Joe Biden candidat: l’hypothèse ne fait (presque) plus de doutes. C’est peut-être même ce mardi 25 avril, dans une déclaration enregistrée, que le président des États-Unis pourrait annoncer sa candidature pour un second mandat.
S’il le fait, comme de nombreux médias américains l’affirment, la route sera pour lui dégagée au sein du Parti démocrate. Donald Trump, toujours donné favori au sein du Parti républicain, tiendra donc la revanche dont il rêve après sa défaite de novembre 2020, même si sa propre candidature est loin d’être acquise, au vu de ses difficultés judiciaires.
Et les Européens? Quelles conséquences, de ce côté-ci de l’Atlantique, d’une possible réélection du locataire de la Maison-Blanche, qui se représentera devant les électeurs à 82 ans? Ce scénario de la continuité vaut-il mieux qu’un retour de Trump aux affaires, ou que la victoire d'un autre candidat républicain ? Voici, en tout cas, ce que les partenaires des États-Unis sur le Vieux Continent doivent bien comprendre, Suisse incluse.
La bonne nouvelle: Joe Biden reste un «Européen»
Cette formule mettra en colère tous ceux que la puissance américaine insupporte. Elle sera même perçue comme une insulte par tous ceux qui estiment aujourd’hui que les Européens n’ont aucune marge de manœuvre à propos de l’Ukraine, ligotés par l’OTAN, l’alliance militaire dominée par les États-Unis. Mais attention à ne pas mélanger les sujets.
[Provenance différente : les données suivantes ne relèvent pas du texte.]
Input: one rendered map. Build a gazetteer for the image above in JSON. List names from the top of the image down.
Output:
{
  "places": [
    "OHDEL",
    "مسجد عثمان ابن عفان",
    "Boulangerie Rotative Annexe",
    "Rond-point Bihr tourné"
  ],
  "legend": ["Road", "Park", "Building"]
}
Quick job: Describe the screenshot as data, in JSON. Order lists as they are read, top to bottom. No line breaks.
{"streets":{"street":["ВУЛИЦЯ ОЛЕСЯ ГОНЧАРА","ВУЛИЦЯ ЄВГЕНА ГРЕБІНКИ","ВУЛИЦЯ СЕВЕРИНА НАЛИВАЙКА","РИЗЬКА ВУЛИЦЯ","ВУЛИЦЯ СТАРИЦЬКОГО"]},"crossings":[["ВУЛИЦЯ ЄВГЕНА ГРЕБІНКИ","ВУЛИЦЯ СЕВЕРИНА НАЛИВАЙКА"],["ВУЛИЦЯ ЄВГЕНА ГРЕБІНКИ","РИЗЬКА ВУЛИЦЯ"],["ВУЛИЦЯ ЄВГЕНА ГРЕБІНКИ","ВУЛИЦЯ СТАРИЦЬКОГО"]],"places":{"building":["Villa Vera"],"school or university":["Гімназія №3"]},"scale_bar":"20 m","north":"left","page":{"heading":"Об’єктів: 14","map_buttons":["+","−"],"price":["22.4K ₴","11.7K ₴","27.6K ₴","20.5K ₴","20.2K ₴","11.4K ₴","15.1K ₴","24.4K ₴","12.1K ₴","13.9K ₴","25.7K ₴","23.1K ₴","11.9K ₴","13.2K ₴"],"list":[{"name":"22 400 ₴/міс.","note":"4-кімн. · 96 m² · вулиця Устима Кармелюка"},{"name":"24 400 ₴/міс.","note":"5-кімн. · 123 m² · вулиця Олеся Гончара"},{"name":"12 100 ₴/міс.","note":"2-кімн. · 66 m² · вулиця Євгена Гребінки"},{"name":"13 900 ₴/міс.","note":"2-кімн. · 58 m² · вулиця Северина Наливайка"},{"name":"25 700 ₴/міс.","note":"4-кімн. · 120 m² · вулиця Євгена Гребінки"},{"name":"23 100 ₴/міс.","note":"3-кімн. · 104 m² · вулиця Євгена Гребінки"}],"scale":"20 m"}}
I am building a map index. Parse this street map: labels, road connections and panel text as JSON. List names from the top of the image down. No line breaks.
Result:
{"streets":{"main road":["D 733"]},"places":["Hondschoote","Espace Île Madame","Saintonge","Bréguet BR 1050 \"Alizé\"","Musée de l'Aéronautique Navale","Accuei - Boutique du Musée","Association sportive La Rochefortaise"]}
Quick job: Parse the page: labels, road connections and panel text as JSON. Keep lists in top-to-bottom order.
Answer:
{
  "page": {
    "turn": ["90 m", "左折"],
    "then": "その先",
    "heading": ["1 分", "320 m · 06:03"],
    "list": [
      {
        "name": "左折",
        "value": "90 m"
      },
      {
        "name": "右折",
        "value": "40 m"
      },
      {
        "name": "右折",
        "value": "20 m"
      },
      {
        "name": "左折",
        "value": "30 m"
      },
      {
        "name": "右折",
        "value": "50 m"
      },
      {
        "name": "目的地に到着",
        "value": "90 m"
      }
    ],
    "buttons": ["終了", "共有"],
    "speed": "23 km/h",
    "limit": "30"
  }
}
La puissance de l’Oncle Sam et la manière dont l’administration Biden défend ses intérêts depuis le début du conflit constituent, en effet, un défi pour le Vieux Continent, et en particulier pour l’Union européenne. Soit. Mais une autre réalité doit être prise en compte: la personnalité et la culture politique de Joe Biden.
Élu au Sénat (pour le Delaware) depuis 1972, ex-président de la Commission des affaires étrangères, l’actuel président des États-Unis reste aussi «Biden l’Irlandais». Sa visite officielle à la mi-avril à Dublin puis à Belfast, au pays de ses ancêtres, a confirmé cet ancrage que beaucoup d’experts américains des questions internationales soulignent comme essentiel.
Barack Obama, éduqué à Hawaï, avait l’Asie en ligne de mire. Donald Trump, d’origine allemande, ne pense qu’au commerce. Joe Biden, lui, comprend la construction européenne. Il l’a vu évoluer. Il a suivi le processus d’élargissement de l’UE vers l’est. Oublier cet aspect serait une grave erreur. Biden est un interlocuteur qui connaît l’Europe. Ce qui le rend plus difficile à affronter, car il est familier des faiblesses et des divisions du continent. Mais c'est ce qui facilite les partenariats.
La mauvaise nouvelle: Joe Biden mène une guerre économique
De nombreux pays de l’Union européenne regardent aujourd’hui en priorité du côté de Washington pour presque tout. Bien au-delà des questions de défense, la Pologne, les Pays Baltes, mais aussi l’Italie et surtout l’Allemagne estiment que leur destin est lié à celui des États-Unis face à la Russie, dans le contexte de la guerre en Ukraine. Pour eux, comme pour le Royaume-Uni qui est de longue date aligné sur la Maison-Blanche, l’alliance militaire américaine ne se discute pas. L’OTAN est leur référence. La France, qui défend avec de bons arguments la nécessité d’une «autonomie stratégique européenne», est de facto isolée, voir presque seule sur les questions de défense.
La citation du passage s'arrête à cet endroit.